• About this task: From the listing below, extract every line in which the word "JSON" appears.

• Data to process:
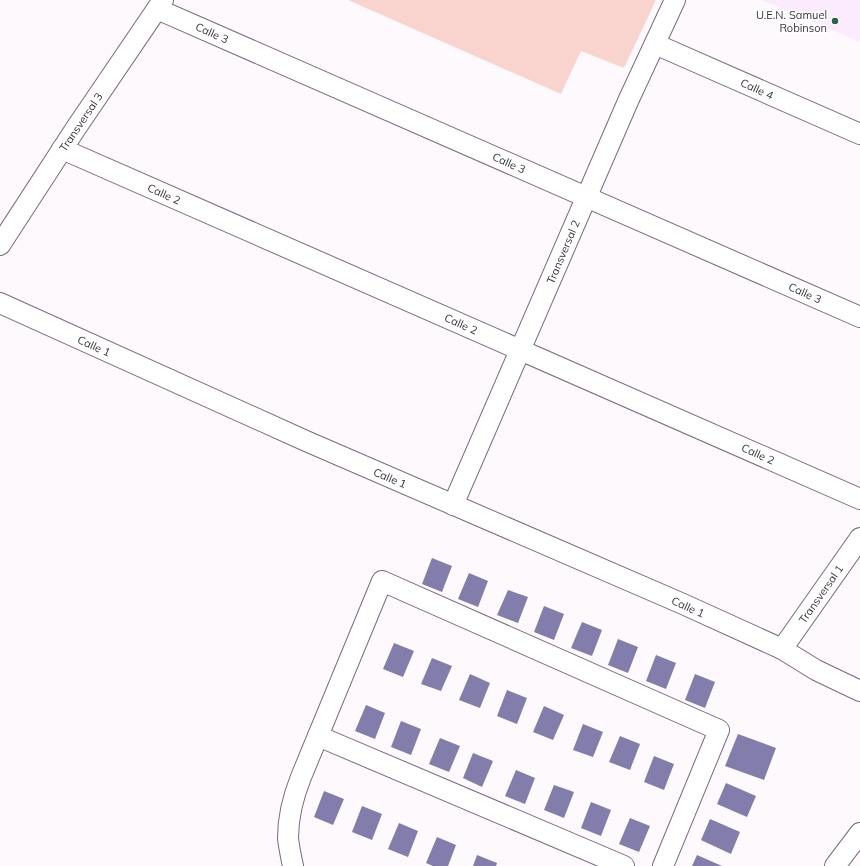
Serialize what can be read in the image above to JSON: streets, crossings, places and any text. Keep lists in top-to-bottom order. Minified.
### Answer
{"streets":{"street":["Calle 3","Calle 4","Transversal 3","Calle 2","Transversal 2","Calle 1","Transversal 1"]},"crossings":[["Calle 3","Transversal 3"],["Calle 3","Transversal 2"],["Calle 4","Transversal 2"],["Transversal 3","Calle 2"],["Calle 2","Transversal 2"],["Transversal 2","Calle 1"],["Calle 1","Transversal 1"]],"places":["U.E.N. Samuel Robinson"]}
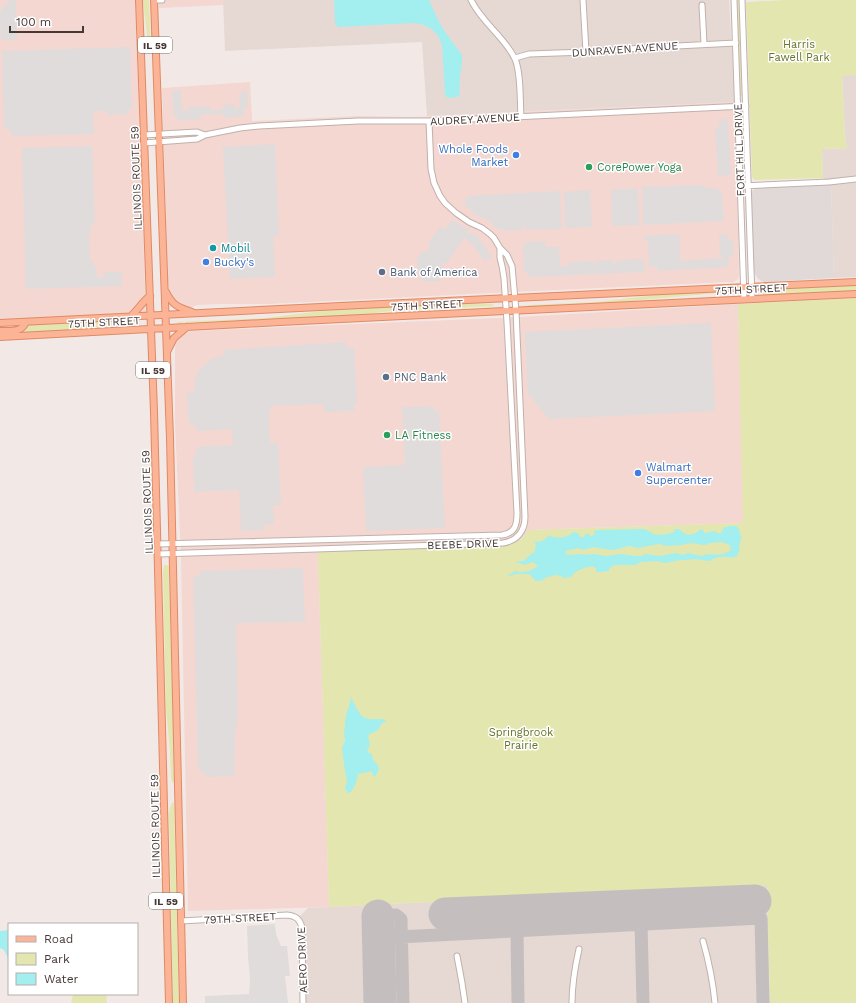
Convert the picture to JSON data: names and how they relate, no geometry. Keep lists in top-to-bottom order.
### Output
{
  "streets": {
    "main road": ["IL 59", "ILLINOIS ROUTE 59", "75TH STREET"],
    "street": [
      "DUNRAVEN AVENUE",
      "AUDREY AVENUE",
      "FORT HILL DRIVE",
      "BEEBE DRIVE",
      "79TH STREET",
      "AERO DRIVE"
    ]
  },
  "crossings": [
    ["IL 59", "AUDREY AVENUE"],
    ["IL 59", "75TH STREET"],
    ["IL 59", "BEEBE DRIVE"],
    ["IL 59", "79TH STREET"],
    ["DUNRAVEN AVENUE", "FORT HILL DRIVE"],
    ["AUDREY AVENUE", "FORT HILL DRIVE"],
    ["AUDREY AVENUE", "ILLINOIS ROUTE 59"],
    ["AUDREY AVENUE", "BEEBE DRIVE"],
    ["FORT HILL DRIVE", "75TH STREET"],
    ["ILLINOIS ROUTE 59", "75TH STREET"],
    ["ILLINOIS ROUTE 59", "BEEBE DRIVE"],
    ["75TH STREET", "BEEBE DRIVE"],
    ["79TH STREET", "AERO DRIVE"]
  ],
  "parks": ["Harris Fawell Park", "Springbrook Prairie"],
  "places": [
    "Whole Foods Market",
    "CorePower Yoga",
    "Mobil",
    "Bucky's",
    "Bank of America",
    "PNC Bank",
    "LA Fitness",
    "Walmart Supercenter"
  ],
  "legend": ["Road", "Park", "Water"],
  "scale_bar": "100 m"
}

• Answer section:
Serialize what can be read in the image above to JSON: streets, crossings, places and any text. Keep lists in top-to-bottom order. Minified.
Convert the picture to JSON data: names and how they relate, no geometry. Keep lists in top-to-bottom order.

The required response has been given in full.